[rfc] PR 20569, segv in follow_exec
Commit Message
As I noted in PR20569, several exec-related tests cause GDB to segv when
sysroot translation fails on the executable pathname reported by
gdbserver. The immediate cause of the segv is that follow_exec is
passing a NULL argument (the result of exec_file_find) to strlen, but as
I looked at the code in more detail it seemed like follow_exec simply
isn't prepared for the case where sysroot translation fails to locate
the new executable, and there is no obvious recovery strategy.
I thought I could copy logic from the other caller of exec_file_find,
exec_file_locate_attach, but I think it's doing the wrong thing there as
well. Plus, from reading the code I found other bugs in both callers of
exec_file_find due to confusion between host and target pathnames.
The attached patch attempts to fix all the bugs. In terms of the
testcases that were formerly segv'ing, GDB now prints a warning but
continues execution of the new program, so that the tests now mostly
FAIL instead. You could argue the FAILs are due to a legitimate problem
with the test environment setting up the sysroot translation
incorrectly, but I'm not sure continuing execution rather than leaving
the target stopped is the most user-friendly fallback behavior, either.
E.g. the GDB manual suggests that you can set a breakpoint on main and
GDB will stop on main of the newly exec'ed program, too, but it can't do
that if it can't find the symbol information, and there's no way for the
user to specify the executable file to GDB explicitly before it resumes
execution. But, seemed better not to complicate this
already-too-complicated patch further by trying to address that in the
first cut.
Comments? Suggestions? Etc.
-Sandra
Comments
On 10/06/2016 05:51 PM, Sandra Loosemore wrote:
> As I noted in PR20569, several exec-related tests cause GDB to segv when
> sysroot translation fails on the executable pathname reported by
> gdbserver. The immediate cause of the segv is that follow_exec is
> passing a NULL argument (the result of exec_file_find) to strlen, but as
> I looked at the code in more detail it seemed like follow_exec simply
> isn't prepared for the case where sysroot translation fails to locate
> the new executable, and there is no obvious recovery strategy.
>
> I thought I could copy logic from the other caller of exec_file_find,
> exec_file_locate_attach, but I think it's doing the wrong thing there as
> well. Plus, from reading the code I found other bugs in both callers of
> exec_file_find due to confusion between host and target pathnames.
>
> The attached patch attempts to fix all the bugs. In terms of the
> testcases that were formerly segv'ing, GDB now prints a warning but
> continues execution of the new program, so that the tests now mostly
> FAIL instead. You could argue the FAILs are due to a legitimate problem
> with the test environment setting up the sysroot translation
> incorrectly, but I'm not sure continuing execution rather than leaving
> the target stopped is the most user-friendly fallback behavior, either.

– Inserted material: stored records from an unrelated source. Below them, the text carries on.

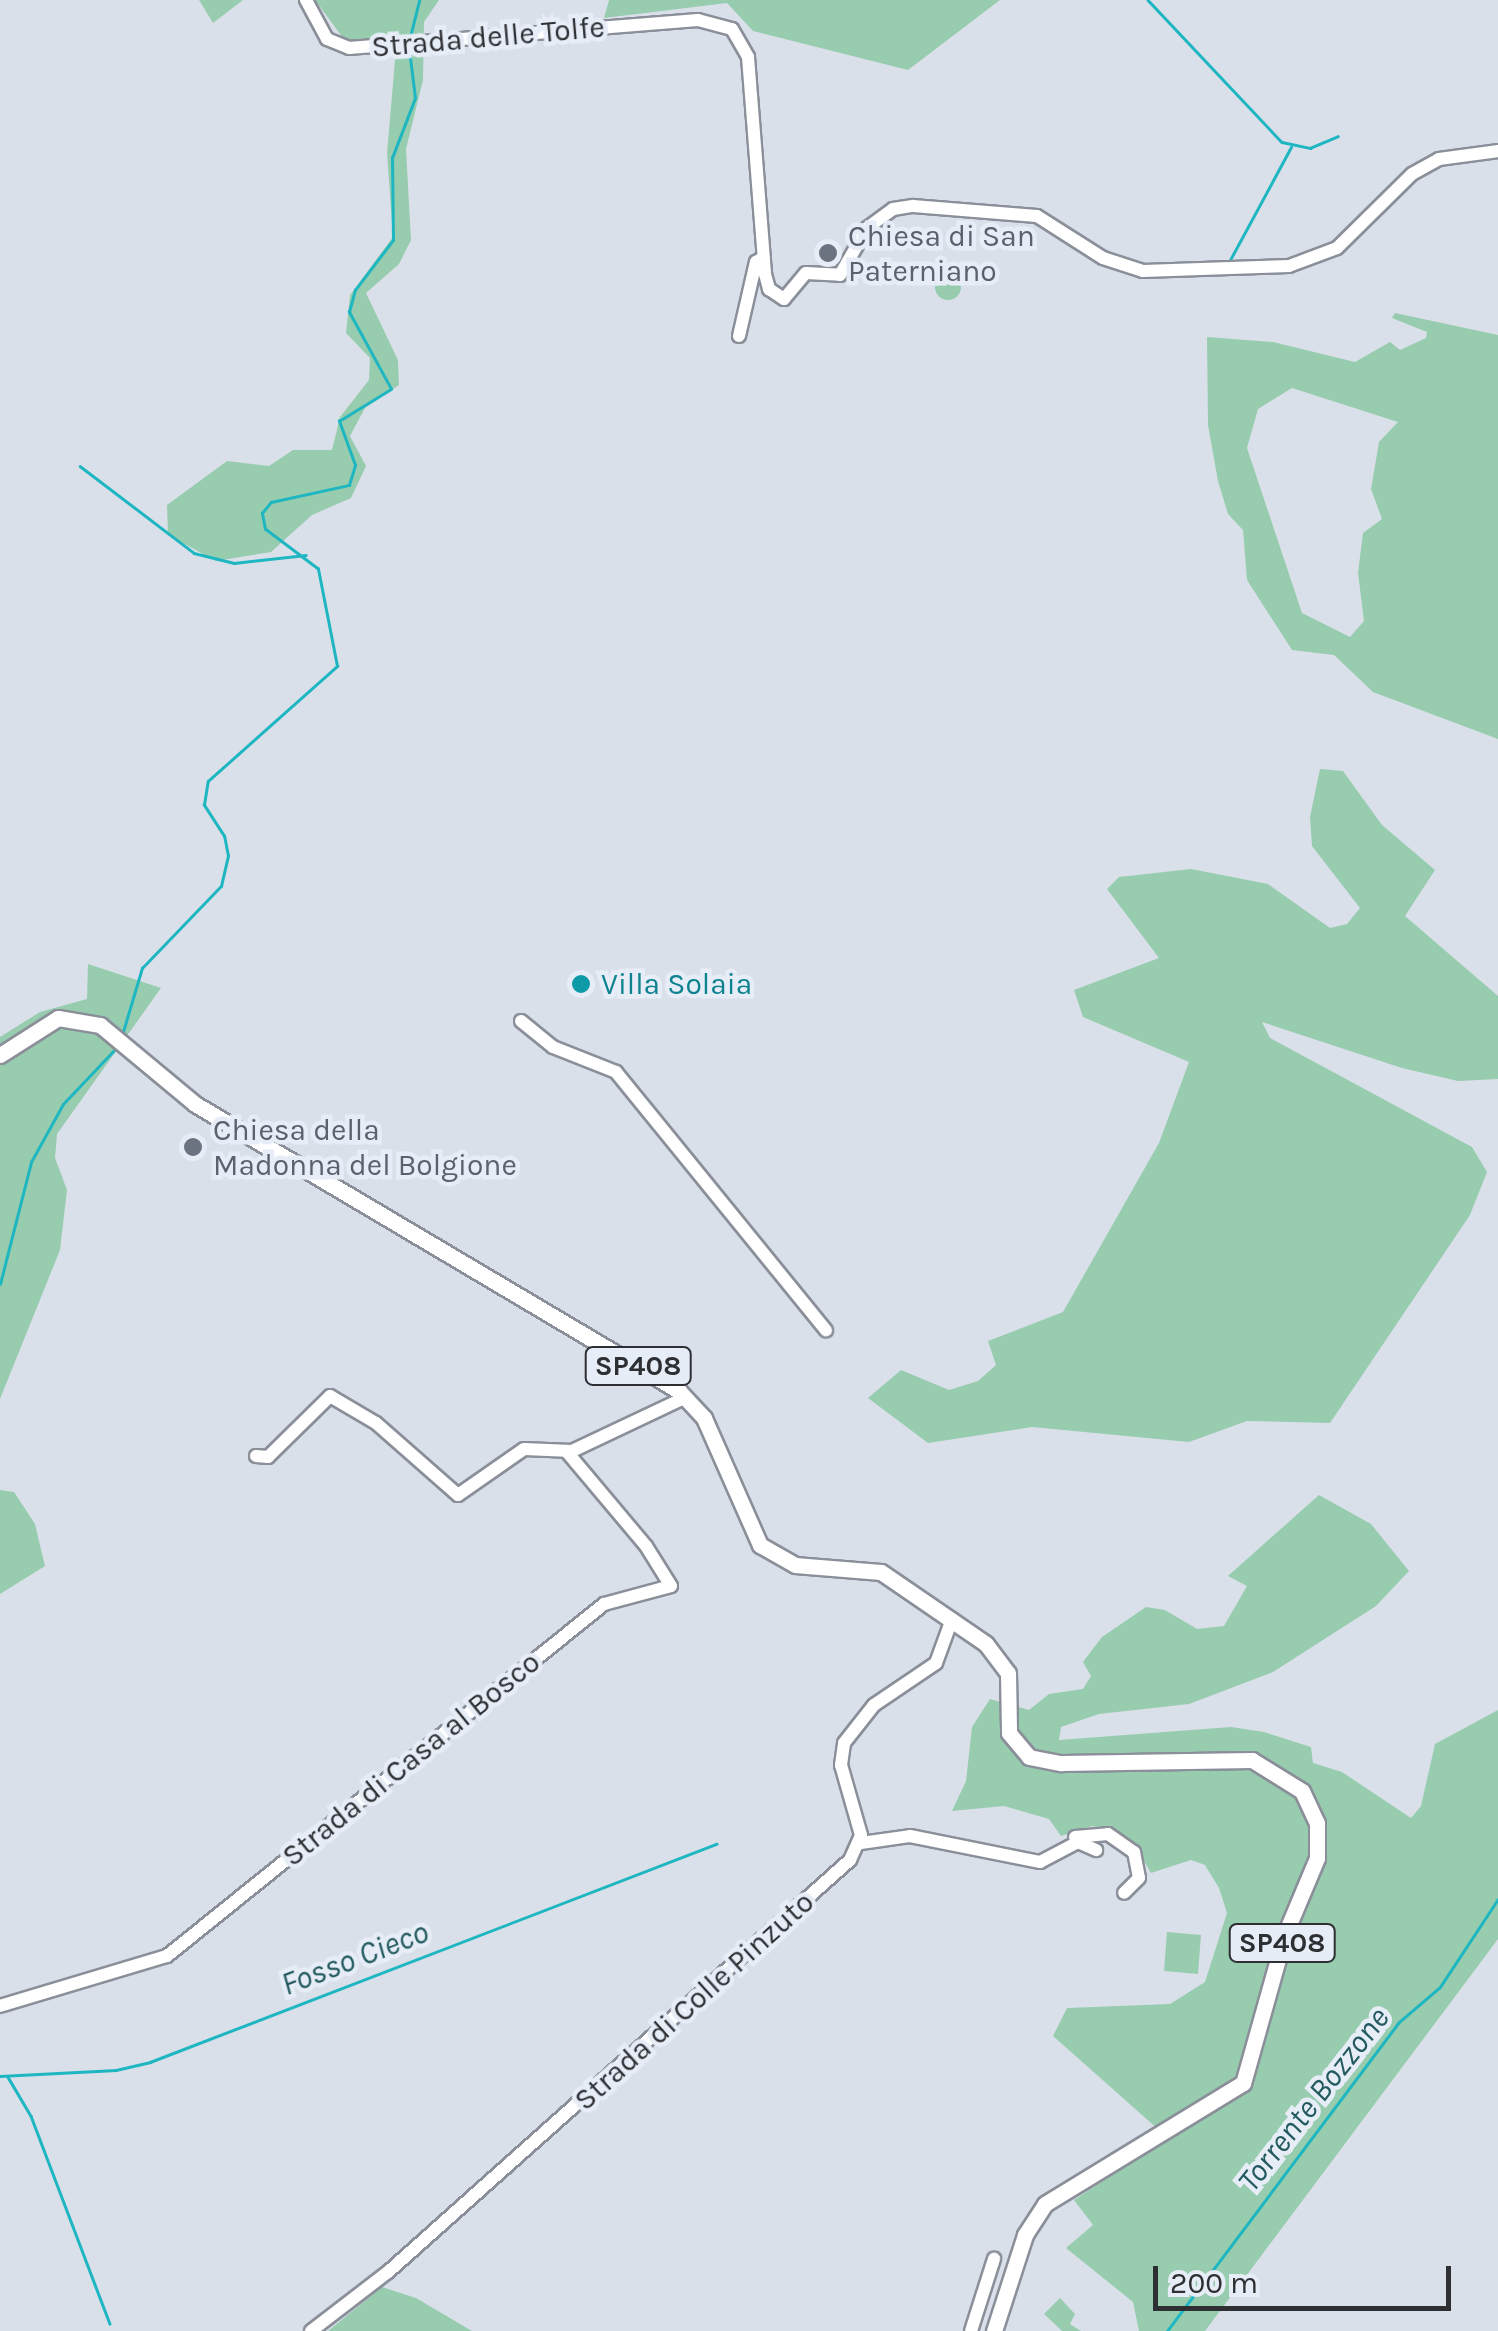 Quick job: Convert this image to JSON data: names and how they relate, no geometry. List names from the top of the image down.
{
  "streets": {
    "main road": ["SP408"],
    "street": ["Strada delle Tolfe", "Strada di Casa al Bosco", "Strada di Colle Pinzuto"]
  },
  "water": ["Fosso Cieco", "Torrente Bozzone"],
  "places": ["Chiesa di San Paterniano", "Villa Solaia", "Chiesa della Madonna del Bolgione"],
  "scale_bar": "200 m"
}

> E.g. the GDB manual suggests that you can set a breakpoint on main and
> GDB will stop on main of the newly exec'ed program, too, but it can't do
> that if it can't find the symbol information, and there's no way for the
> user to specify the executable file to GDB explicitly before it resumes
> execution. But, seemed better not to complicate this
> already-too-complicated patch further by trying to address that in the
> first cut.
>
> Comments? Suggestions? Etc.
>
> -Sandra
>
>
> gdb-segv2.log
>
>
> 2016-10-06 Sandra Loosemore <sandra@codesourcery.com>
>
> PR gdb/20569
> gdb/
> * exceptions.c (exception_print_same): Moved here from exec.c.

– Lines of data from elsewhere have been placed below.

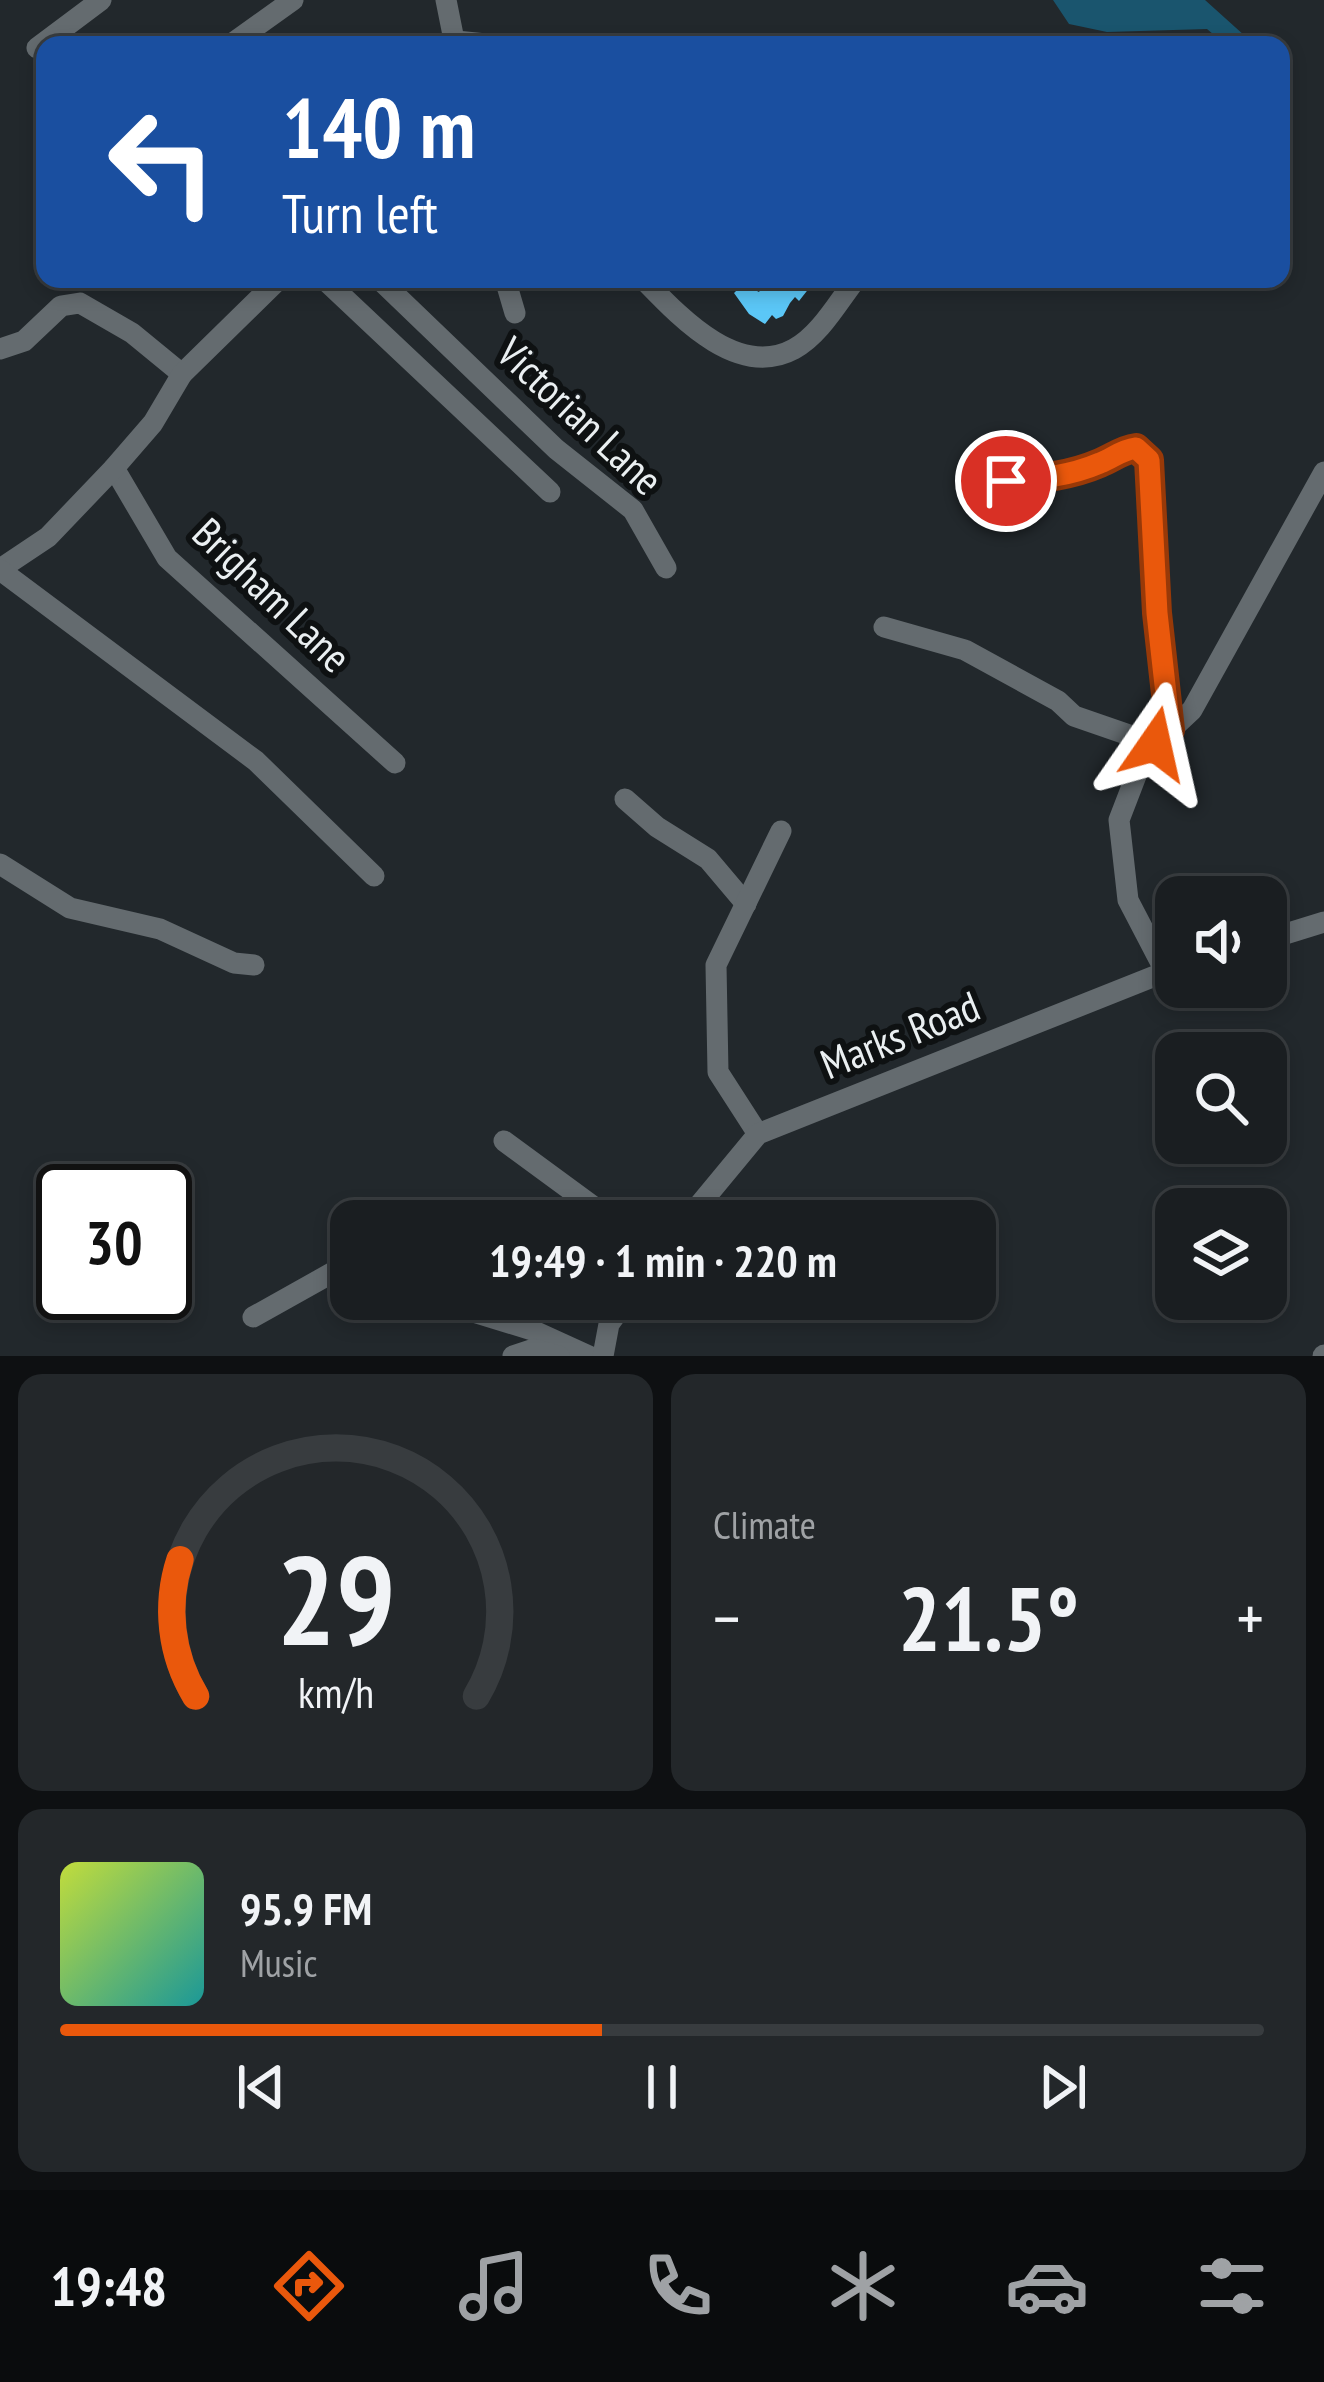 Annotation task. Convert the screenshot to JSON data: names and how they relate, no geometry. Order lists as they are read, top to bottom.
{
  "streets": {
    "street": ["Victorian Lane", "Brigham Lane", "Marks Road"]
  },
  "page": {
    "turn": ["140 m", "Turn left"],
    "limit": "30",
    "trip": "19:49 · 1 min · 220 m",
    "tile": "Climate",
    "heat": ["−", "21.5°", "+"],
    "song": ["95.9 FM", "Music"],
    "tabs": "19:48",
    "gauge": ["29", "km/h"]
  }
}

> Fixed message comparison.
> * exceptions.h (exception_print_same): Declare.
> * exec_file_locate_attach (exception_print_same): Delete copy here.
> (exec_file_locate_attach): Rename exec_file and full_exec_path
> variables to avoid confusion between target and host pathnames.
> Move pathname processing logic to exec_file_find. Do not return
> early if pathname lookup fails; guard symbol_file_add_main call
> instead.
> * infrun.c (follow_exec): Split and rename execd_pathname variable
> to avoid confusion between target and host pathnames. Replace
> brokenpathname copy with cleanup to free malloc'ed string. Warn
> if pathname lookup fails. Pass target pathname to
> target_follow_exec, not hostpathname. Borrow exception-handling
> logic from exec_file_locate_attach.
> * solib.c (exec_file_find): Incorporate fallback logic for relative
> pathnames formerly in exec_file_locate_attach.
>
>
> gdb-segv2.patch
>
>
I went through the patch and, although this code as a whole is a bit on
the convoluted side, it looks reasonable to me.
Segfaults are not supposed to happen, so allowing the session to
continue is a good thing IMO.
Sounds like a good candidate for master and even stable branches.
On 10/18/2016 07:11 PM, Luis Machado wrote:
> I went through the patch and, although this code as a whole is a bit on
> the convoluted side, it looks reasonable to me.
>
> Segfaults are not supposed to happen, so allowing the session to
> continue is a good thing IMO.
>
> Sounds like a good candidate for master and even stable branches.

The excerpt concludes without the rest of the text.